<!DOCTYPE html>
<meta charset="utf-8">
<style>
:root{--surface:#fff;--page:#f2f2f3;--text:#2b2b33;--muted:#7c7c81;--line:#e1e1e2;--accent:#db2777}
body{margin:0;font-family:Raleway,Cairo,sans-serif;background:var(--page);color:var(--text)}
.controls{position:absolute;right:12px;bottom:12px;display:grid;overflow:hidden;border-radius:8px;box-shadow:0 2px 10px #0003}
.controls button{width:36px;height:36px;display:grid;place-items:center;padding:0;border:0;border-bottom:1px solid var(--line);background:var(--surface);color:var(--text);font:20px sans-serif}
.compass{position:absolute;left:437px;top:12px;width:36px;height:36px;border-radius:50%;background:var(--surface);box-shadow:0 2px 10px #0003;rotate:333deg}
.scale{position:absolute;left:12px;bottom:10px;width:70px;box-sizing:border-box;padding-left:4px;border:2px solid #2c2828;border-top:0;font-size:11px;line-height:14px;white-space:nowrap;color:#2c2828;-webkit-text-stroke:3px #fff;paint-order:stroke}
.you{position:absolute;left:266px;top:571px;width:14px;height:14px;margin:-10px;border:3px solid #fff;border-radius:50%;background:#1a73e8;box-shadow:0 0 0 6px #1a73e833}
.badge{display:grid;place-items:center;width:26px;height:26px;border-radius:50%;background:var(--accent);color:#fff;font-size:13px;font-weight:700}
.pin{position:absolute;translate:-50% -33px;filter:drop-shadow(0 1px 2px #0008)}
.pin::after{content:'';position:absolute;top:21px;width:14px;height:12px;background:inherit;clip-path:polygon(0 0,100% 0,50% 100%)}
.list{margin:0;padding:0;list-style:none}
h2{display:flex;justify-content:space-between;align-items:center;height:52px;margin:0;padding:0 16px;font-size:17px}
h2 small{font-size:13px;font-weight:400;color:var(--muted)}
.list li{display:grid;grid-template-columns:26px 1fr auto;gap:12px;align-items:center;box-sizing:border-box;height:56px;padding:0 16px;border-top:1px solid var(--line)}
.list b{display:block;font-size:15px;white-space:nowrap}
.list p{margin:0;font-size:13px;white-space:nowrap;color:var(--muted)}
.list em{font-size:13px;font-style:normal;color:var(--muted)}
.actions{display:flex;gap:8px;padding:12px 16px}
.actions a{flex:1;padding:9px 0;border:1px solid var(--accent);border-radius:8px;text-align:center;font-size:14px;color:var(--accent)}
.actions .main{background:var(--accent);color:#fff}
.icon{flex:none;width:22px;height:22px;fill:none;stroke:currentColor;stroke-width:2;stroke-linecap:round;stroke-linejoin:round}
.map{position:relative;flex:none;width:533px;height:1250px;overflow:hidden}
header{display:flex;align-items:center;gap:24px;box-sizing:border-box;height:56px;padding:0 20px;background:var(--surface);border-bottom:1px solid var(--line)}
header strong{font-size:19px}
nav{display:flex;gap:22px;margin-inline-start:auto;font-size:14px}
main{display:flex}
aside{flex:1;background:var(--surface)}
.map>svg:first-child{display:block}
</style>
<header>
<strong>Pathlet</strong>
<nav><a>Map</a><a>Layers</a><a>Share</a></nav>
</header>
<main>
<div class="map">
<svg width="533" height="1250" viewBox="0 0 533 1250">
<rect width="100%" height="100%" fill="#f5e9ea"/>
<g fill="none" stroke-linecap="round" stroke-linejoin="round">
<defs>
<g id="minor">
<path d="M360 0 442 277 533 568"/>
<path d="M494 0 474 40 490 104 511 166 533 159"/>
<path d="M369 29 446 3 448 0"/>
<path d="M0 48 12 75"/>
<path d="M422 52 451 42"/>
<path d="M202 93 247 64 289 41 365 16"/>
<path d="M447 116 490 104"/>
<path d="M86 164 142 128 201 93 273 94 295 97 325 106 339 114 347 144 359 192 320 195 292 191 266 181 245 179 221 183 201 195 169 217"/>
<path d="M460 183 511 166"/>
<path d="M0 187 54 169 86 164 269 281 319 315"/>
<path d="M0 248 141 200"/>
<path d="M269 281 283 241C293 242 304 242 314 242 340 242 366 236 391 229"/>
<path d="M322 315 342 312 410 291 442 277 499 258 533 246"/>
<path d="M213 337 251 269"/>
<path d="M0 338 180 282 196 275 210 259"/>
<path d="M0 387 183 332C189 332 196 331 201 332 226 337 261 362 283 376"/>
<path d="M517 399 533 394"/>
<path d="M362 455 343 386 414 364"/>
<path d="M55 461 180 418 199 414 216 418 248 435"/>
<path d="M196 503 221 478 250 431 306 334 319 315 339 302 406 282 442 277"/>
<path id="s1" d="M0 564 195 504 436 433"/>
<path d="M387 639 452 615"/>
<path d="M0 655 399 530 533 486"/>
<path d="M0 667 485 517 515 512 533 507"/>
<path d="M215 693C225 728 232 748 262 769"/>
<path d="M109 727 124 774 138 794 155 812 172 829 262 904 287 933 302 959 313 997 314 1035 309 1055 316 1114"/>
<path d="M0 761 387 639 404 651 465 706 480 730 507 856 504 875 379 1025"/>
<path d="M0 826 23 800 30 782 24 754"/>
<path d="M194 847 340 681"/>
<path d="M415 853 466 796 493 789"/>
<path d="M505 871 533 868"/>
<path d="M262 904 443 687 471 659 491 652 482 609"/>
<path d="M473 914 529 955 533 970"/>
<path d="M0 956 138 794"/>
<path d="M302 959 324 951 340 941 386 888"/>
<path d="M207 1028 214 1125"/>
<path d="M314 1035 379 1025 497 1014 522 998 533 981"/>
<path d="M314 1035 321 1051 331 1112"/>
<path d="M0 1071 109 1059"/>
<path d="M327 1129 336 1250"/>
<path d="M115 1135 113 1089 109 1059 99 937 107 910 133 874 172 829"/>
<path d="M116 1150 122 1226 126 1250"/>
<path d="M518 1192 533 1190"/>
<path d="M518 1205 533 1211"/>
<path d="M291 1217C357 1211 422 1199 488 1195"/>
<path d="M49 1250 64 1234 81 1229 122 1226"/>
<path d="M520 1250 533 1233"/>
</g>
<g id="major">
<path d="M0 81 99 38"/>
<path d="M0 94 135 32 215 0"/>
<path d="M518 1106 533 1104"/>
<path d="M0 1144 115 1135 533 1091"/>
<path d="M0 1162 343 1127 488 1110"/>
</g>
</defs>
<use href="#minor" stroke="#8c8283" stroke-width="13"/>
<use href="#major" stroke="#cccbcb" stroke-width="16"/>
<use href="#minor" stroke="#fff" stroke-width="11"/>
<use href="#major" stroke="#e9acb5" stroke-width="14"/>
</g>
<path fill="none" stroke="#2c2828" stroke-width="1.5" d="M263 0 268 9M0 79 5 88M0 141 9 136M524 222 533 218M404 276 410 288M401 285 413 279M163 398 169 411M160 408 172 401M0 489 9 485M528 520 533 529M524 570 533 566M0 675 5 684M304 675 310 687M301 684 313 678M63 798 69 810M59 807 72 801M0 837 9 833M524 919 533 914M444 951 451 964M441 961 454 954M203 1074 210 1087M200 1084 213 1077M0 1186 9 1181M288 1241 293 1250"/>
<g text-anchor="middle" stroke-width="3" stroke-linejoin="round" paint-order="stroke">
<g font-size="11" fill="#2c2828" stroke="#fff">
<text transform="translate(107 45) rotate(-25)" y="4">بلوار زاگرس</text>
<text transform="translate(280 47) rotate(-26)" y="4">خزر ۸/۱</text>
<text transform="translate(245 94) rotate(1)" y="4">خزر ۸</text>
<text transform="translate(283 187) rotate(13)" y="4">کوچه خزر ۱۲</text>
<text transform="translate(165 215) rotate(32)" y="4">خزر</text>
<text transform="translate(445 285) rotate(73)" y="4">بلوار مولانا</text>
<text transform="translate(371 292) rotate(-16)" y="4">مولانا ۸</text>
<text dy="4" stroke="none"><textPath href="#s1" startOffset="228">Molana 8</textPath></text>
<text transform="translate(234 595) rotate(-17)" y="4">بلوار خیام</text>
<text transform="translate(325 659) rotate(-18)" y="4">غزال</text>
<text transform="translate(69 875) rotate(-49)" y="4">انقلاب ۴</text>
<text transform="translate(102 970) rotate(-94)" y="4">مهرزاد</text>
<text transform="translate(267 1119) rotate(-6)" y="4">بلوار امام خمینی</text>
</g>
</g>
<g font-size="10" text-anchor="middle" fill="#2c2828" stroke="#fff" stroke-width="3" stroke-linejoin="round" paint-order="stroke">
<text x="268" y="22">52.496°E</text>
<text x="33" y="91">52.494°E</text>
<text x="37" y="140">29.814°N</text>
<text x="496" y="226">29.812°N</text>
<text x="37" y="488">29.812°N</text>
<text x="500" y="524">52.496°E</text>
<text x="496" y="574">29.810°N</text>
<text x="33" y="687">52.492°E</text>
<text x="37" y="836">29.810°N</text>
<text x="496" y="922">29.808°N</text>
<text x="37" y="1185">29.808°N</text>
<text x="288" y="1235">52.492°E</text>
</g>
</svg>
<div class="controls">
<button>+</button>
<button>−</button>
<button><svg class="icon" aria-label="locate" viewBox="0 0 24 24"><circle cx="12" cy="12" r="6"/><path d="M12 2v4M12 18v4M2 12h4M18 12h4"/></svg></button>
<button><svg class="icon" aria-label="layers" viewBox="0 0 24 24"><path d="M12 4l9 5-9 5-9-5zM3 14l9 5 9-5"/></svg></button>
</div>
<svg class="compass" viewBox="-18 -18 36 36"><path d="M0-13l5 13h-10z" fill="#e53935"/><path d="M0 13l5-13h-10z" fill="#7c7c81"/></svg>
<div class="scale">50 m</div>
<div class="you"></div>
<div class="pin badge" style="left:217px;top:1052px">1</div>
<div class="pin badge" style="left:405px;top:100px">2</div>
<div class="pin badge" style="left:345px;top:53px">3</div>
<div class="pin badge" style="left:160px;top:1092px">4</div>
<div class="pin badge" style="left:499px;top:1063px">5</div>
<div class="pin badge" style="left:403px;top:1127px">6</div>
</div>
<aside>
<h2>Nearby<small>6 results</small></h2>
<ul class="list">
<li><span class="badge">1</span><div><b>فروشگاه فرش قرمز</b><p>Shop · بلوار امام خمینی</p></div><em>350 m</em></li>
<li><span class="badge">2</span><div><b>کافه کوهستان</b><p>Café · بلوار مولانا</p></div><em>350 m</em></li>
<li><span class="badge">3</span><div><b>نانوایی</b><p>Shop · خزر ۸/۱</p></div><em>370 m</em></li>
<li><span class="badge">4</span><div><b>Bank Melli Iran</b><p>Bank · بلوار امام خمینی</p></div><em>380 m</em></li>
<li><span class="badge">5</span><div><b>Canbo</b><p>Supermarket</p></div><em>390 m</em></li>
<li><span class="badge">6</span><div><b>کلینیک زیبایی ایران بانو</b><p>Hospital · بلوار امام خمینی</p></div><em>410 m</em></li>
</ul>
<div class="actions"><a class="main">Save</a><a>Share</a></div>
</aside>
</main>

========================================

ACTIVITY. Lines in the data that include the word "compass" should all be copied.

OUTPUT OF THE EXERCISE.
.compass{position:absolute;left:437px;top:12px;width:36px;height:36px;border-radius:50%;background:var(--surface);box-shadow:0 2px 10px #0003;rotate:333deg}
<svg class="compass" viewBox="-18 -18 36 36"><path d="M0-13l5 13h-10z" fill="#e53935"/><path d="M0 13l5-13h-10z" fill="#7c7c81"/></svg>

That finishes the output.